US Judge Retires from Bench in Montana After 36 Years

Lovell has assumed inactive senior status, meaning he will keep his title but relinquish his pending caseload and no longer maintain a chambers in the Helena Division

By Associated Press

HELENA — A judge in Montana known for approving a search warrant for the Unabomber’s cabin and presiding over his first few court appearances in 1996 has retired.

Senior U.S. District Court Judge Charles C. Lovell, 91, has announced he is leaving his bench after 36 years of service in the District of Montana, the Independent Record reported Wednesday.

Lovell has assumed inactive senior status, meaning he will keep his title but relinquish his pending caseload and no longer maintain a chambers in the Helena Division.

“Judge Lovell is an institution in the District of Montana, and his absence will be felt throughout the federal court family,” the U.S. District Court for the District of Montana said in a statement. “The judges and staff of the District of Montana deeply appreciate Judge Lovell’s contribution to the administration of justice in Montana.”

Lovell stepped down as an active judge at age 70 in June 2000, citing health reasons. But he continued to handle half of his usual caseload as a senior judge.

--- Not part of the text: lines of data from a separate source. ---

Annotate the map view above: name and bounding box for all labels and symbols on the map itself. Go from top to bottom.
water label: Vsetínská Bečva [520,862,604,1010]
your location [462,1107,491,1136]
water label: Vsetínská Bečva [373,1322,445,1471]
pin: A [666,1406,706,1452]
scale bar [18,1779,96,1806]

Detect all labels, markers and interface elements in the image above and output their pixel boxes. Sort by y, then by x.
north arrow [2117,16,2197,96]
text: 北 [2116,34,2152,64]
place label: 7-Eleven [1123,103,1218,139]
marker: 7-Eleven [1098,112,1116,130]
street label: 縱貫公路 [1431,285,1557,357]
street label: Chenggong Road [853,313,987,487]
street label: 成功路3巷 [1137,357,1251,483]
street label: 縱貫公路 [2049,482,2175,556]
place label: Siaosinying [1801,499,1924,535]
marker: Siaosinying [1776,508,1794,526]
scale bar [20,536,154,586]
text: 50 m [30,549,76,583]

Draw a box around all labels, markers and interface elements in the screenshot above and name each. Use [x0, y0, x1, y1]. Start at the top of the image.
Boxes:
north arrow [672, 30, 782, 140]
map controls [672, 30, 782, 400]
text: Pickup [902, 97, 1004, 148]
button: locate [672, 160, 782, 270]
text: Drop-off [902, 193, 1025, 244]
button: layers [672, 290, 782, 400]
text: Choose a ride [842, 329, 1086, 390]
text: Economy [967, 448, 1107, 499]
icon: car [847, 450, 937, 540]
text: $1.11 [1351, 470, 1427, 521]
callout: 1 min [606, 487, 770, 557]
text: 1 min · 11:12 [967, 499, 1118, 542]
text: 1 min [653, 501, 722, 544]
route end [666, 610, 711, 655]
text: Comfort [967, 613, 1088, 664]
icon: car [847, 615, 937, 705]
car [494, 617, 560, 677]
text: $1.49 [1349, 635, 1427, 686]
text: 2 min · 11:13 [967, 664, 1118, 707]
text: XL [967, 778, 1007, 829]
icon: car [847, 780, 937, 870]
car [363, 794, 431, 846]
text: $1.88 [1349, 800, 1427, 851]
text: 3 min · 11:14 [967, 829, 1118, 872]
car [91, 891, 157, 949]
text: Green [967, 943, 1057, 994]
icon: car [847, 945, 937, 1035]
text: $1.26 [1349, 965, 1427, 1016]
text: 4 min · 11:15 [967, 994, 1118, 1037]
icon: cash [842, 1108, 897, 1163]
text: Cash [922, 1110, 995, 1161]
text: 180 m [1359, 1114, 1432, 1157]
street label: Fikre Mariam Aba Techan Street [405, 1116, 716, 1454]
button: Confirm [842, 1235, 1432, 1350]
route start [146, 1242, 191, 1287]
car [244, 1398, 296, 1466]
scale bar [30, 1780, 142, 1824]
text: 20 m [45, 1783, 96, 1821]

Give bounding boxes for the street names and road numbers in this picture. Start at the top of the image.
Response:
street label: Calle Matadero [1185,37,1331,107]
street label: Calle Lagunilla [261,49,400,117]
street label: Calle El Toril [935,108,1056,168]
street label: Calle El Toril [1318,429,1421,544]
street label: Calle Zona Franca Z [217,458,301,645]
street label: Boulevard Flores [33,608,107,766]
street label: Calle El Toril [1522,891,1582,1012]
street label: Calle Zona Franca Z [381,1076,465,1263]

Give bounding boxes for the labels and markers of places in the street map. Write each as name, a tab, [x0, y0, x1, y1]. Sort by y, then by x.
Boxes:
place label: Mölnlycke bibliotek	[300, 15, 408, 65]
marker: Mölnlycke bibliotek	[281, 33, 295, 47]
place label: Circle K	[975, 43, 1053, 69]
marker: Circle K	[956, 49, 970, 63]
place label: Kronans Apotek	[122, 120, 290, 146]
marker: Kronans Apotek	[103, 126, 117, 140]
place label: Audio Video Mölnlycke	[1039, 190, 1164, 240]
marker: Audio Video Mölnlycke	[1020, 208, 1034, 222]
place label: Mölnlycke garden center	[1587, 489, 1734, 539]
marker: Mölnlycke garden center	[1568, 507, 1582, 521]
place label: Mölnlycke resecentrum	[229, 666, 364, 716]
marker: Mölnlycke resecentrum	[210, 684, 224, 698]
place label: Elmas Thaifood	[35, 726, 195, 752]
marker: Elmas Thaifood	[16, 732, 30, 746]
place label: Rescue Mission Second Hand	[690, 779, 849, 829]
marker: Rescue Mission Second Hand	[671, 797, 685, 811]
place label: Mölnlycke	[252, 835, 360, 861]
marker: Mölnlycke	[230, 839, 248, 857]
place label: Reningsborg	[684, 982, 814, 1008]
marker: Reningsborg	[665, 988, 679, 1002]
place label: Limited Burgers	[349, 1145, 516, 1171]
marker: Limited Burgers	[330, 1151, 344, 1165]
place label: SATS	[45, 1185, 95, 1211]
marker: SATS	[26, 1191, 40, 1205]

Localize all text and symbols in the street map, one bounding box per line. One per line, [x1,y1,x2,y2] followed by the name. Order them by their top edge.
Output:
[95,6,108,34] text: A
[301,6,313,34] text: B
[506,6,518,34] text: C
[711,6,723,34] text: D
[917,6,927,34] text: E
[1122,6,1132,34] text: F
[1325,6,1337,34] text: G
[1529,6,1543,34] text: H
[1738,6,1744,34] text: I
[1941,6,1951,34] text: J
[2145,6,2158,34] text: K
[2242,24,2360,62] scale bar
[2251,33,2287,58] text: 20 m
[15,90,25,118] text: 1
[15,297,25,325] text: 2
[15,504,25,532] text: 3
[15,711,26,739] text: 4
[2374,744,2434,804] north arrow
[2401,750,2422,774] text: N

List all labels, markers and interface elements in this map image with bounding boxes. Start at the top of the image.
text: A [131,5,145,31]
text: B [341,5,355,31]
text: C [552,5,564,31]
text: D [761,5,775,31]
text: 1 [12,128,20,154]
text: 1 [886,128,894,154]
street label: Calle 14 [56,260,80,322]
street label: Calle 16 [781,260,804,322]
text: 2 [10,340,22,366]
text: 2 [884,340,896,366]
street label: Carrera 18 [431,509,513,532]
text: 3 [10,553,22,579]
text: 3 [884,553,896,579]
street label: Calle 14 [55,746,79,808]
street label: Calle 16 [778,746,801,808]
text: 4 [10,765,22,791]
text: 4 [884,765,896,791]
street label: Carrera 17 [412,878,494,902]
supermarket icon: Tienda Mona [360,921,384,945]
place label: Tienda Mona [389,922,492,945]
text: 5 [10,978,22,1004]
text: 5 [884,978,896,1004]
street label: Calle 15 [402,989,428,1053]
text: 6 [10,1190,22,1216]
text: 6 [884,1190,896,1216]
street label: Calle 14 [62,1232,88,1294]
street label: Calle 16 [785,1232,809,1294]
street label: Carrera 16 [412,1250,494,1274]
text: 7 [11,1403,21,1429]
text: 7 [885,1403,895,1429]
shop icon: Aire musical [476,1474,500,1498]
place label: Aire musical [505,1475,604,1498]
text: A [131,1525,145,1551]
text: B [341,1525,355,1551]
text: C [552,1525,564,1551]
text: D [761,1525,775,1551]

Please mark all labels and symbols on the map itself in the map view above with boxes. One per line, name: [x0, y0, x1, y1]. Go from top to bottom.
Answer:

Lovell was not immediately available for an interview.

Lovell is known for approving the search warrant for Unabomber Theodore Kaczynski’s cabin near Lincoln. Lovell also was the first federal judge to overturn a law mandating background checks on handgun buyers.

Lovell began his legal career in Helena following his graduation from the University of Montana School of Law in 1959. He was in private practice until 1985 and served as the chief counsel for the office of the Montana attorney general from 1969 through 1972. He also served in the U.S. Air Force as a weapons controller.